Despite Cuomo Admin Claims, Westchester Is Interested in On-Street BRT

The state's proposed path, circa 2011, for an on-street bus rapid transit system on the Westchester side of the Tappan Zee Bridge. The transit corridor would primarily run along Route 119 between the new bridge and White Plains. Click for a larger version. Image: Transit Alignment Options Report

The Cuomo administration keeps finding obstacles to Tappan Zee Bridge transit that don’t exist. Chief among them is a phony $5 billion price tag, but there are others as well.

One example is the purported local opposition to running transit on existing streets, rather than in highway medians or on expensive new viaducts. The governor’s office has said that “community opposition” to on-street bus rapid transit precludes the construction of more affordable BRT options. But Westchester County Executive Rob Astorino explicitly endorsed on-street BRT on the Brian Lehrer Show yesterday.
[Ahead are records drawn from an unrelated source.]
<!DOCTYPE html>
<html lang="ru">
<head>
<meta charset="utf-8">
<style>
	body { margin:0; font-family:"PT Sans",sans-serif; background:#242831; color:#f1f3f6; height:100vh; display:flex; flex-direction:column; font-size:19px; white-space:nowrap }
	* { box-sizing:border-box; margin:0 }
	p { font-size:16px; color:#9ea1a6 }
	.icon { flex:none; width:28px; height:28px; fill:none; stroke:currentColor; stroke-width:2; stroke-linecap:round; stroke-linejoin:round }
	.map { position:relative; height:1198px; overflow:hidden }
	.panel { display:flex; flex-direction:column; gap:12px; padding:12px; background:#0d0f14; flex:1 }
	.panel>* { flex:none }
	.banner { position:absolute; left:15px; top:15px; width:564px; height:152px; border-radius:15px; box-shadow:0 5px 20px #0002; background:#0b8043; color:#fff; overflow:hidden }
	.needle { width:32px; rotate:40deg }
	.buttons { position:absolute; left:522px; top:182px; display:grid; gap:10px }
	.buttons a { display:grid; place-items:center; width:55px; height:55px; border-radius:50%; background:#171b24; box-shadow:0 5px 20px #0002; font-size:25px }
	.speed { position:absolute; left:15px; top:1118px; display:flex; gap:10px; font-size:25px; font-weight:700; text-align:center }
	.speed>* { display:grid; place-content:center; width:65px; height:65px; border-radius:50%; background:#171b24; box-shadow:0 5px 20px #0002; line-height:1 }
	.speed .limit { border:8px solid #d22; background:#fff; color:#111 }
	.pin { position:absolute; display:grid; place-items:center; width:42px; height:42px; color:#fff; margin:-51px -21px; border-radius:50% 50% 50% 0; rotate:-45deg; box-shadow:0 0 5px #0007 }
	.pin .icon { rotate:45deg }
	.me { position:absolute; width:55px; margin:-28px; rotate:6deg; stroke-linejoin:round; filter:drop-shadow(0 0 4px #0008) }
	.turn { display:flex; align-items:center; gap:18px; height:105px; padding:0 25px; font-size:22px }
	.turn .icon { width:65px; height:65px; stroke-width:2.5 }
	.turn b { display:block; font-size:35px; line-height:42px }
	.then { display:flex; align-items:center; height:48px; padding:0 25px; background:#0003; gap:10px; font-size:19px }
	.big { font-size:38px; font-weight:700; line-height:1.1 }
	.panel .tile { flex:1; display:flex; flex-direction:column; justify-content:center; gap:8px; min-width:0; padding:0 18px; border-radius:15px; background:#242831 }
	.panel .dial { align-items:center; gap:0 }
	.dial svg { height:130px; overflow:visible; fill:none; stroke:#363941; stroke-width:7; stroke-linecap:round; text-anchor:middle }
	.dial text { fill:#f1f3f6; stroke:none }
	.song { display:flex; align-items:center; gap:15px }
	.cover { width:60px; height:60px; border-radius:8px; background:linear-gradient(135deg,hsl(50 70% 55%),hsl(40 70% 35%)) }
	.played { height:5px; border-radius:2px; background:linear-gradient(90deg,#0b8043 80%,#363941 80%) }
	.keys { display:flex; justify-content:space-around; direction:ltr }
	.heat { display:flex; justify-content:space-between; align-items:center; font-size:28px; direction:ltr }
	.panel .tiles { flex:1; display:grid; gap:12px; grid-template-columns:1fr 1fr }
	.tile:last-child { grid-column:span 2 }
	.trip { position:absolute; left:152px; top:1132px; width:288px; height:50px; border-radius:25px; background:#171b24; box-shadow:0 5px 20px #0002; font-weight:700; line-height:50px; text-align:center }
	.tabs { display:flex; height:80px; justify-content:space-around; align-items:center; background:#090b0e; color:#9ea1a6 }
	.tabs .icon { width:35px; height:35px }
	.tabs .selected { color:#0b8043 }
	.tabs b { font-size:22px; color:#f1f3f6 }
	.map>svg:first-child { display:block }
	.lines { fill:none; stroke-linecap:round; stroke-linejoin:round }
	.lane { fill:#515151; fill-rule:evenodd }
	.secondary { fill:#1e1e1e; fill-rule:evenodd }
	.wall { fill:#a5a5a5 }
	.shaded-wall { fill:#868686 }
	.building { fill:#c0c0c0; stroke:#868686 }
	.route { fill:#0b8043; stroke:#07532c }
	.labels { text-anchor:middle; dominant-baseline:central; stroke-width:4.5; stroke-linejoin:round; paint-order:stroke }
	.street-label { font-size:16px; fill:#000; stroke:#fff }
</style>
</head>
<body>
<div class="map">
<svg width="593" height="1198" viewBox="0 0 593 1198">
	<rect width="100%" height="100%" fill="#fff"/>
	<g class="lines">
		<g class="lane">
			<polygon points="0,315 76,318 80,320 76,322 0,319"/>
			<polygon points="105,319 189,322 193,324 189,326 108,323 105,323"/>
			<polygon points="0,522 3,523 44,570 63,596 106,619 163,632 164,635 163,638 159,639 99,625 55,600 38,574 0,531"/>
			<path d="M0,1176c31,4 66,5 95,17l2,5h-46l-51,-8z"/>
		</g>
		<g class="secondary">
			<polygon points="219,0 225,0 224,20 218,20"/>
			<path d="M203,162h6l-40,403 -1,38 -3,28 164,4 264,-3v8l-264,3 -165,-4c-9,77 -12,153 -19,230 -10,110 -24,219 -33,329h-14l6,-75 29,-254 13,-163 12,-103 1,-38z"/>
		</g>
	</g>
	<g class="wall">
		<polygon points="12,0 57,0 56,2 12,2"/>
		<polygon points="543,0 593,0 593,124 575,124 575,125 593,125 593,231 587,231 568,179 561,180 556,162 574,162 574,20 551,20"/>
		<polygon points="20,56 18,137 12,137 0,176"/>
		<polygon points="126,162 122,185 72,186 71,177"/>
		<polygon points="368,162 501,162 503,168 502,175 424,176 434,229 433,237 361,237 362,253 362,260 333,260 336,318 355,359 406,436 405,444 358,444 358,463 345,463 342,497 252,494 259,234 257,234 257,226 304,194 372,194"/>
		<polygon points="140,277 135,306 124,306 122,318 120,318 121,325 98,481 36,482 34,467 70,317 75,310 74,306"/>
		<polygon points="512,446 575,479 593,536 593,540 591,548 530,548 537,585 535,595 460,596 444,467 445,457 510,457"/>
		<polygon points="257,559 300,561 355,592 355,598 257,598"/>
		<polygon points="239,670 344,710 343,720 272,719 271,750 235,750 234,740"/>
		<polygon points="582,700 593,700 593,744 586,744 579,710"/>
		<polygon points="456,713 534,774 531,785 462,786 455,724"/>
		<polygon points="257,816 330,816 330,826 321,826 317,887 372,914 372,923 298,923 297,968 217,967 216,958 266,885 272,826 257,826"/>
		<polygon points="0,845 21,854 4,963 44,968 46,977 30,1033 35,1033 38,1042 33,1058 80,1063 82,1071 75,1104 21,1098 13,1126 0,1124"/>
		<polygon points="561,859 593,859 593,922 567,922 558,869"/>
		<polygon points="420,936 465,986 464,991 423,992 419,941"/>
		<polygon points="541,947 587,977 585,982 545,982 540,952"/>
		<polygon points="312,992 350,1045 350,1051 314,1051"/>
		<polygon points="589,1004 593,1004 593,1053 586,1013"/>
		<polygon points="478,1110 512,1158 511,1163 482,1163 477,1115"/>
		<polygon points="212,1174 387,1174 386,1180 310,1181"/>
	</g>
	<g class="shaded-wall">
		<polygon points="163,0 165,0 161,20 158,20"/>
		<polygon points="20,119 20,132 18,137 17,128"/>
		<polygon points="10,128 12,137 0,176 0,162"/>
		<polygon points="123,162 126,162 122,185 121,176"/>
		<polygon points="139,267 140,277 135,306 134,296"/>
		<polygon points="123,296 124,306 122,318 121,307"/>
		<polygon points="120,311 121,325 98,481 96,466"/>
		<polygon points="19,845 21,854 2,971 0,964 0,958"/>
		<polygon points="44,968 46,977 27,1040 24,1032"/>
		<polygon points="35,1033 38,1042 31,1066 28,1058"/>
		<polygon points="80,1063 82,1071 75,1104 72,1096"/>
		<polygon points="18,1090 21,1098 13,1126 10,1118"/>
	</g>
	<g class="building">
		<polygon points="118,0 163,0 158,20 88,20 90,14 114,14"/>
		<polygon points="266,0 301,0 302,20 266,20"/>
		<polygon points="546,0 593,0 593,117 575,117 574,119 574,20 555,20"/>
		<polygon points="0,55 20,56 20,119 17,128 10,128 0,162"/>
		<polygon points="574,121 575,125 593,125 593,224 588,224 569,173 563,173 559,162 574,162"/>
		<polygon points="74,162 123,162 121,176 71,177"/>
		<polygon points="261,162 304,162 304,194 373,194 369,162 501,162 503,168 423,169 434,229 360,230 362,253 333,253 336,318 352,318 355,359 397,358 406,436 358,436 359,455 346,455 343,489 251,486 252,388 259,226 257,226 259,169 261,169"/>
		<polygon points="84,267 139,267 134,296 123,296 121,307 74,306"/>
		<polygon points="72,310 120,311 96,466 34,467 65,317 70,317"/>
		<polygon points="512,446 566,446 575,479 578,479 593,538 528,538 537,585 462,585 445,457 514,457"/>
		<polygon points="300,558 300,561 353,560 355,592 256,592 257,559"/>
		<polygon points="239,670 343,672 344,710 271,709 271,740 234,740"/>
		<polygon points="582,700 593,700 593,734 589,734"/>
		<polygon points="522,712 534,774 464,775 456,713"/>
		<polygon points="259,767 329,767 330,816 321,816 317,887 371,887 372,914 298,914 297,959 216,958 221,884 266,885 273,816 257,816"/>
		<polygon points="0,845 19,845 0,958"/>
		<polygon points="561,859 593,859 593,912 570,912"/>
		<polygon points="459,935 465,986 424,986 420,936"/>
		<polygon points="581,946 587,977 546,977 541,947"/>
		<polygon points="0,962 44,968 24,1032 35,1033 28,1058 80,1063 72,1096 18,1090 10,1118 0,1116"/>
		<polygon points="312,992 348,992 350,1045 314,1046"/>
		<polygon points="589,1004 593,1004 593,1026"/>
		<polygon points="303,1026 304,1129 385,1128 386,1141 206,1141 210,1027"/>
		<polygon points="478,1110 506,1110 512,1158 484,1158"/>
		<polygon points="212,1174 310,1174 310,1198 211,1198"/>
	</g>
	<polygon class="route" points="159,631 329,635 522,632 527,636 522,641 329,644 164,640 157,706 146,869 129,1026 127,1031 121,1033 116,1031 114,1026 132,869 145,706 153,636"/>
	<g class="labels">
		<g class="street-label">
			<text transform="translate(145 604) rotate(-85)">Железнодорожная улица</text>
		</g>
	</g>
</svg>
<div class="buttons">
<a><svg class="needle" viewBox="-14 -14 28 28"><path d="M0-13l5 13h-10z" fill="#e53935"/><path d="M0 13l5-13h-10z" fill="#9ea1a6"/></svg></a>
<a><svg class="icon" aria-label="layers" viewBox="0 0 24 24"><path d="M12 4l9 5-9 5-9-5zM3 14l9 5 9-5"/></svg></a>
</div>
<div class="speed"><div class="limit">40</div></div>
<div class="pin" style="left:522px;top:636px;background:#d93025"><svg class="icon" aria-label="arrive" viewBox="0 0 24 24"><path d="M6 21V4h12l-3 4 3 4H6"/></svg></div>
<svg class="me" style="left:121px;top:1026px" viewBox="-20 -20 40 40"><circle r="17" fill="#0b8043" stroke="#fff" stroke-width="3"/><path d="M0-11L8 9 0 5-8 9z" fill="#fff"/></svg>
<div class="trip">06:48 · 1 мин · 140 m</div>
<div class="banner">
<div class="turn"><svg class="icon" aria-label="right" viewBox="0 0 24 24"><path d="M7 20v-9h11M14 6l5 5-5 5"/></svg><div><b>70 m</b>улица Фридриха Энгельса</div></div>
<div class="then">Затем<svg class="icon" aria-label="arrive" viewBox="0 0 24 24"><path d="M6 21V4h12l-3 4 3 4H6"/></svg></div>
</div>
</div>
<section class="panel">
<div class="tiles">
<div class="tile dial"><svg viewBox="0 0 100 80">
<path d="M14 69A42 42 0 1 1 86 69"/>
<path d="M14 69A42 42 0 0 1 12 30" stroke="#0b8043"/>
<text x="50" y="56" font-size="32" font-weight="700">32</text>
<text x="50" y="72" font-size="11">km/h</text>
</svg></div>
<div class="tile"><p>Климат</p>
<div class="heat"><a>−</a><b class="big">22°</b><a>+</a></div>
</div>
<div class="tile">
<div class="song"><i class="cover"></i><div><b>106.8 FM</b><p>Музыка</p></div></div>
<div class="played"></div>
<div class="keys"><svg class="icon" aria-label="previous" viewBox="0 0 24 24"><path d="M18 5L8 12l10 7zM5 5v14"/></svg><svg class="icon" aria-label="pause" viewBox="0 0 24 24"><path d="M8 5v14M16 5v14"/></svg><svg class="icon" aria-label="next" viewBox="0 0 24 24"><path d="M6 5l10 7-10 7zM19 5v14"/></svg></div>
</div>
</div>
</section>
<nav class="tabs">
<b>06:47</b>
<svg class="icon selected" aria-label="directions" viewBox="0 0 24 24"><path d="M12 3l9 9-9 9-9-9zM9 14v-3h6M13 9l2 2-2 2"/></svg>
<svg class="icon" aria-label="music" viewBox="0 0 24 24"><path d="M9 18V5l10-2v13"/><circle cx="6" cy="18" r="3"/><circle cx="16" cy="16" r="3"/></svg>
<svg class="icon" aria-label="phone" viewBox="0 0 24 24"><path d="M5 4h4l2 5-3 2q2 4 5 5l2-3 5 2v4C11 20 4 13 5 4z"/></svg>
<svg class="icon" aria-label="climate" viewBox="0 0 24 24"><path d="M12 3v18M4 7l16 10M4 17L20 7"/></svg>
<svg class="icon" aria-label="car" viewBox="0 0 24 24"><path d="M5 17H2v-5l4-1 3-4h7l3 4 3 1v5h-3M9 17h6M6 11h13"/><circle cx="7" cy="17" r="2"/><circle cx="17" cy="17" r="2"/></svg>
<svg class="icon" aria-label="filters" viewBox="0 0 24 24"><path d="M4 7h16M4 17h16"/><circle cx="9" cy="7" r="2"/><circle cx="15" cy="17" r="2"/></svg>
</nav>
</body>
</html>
A spokesperson even offered a favored route. “Community opposition,” it seems, is just one more excuse not to pursue Tappan Zee transit.

Though the Cuomo administration has repeatedly invoked a $5 billion price tag for building a 30-mile BRT corridor, much cheaper options are available. The governor’s figure includes billions of dollars in highway improvements, many of which are unrelated to transit, and studies only an infrastructure-intensive plan to run BRT on a brand-new elevated busway.

Last month, Streetsblog asked the governor’s office why the state wasn’t looking at more cost-effective alternatives, including running buses on existing roads on the Westchester side of the bridge. The cheapest option, said Cuomo spokesperson Matt Wing, “proposed having the bus travel through regular streets in Westchester, taking away lanes from cars, with some extra space added in certain areas where the streets weren’t wide enough. Westchester county and the local communities strongly opposed this option.” Wing later added that many locals had feared that putting transit on existing surface streets would cause too much congestion.

But on yesterday’s radio interview, Astorino contradicted the Cuomo administration’s assumptions. “What we’re asking for is the basics,” the county executive said. “Using sensors, using traffic lights the right way, using dedicated lanes in and out of existing roadways.”

Streetsblog confirmed with Astorino spokesperson Phil Oliva that the county was open to using its existing roadways, particularly Route 119, for a new BRT system.

When the state was pursuing Tappan Zee transit, it identified Route 119 as the best on-street route from Tarrytown to White Plains and had begun to generate a detailed, block-by-block alignment. That option, which still included road widenings and even new viaducts in a few locations, would have cost about $1 billion if it extended all the way to Port Chester. Built out to only White Plains, as Astorino proposed, and without the most expensive infrastructure, it could cost significantly less.

No one ever said building a new rapid transit system for the Hudson Valley would be easy. But the Cuomo administration apparently wants it to be much harder than it really is.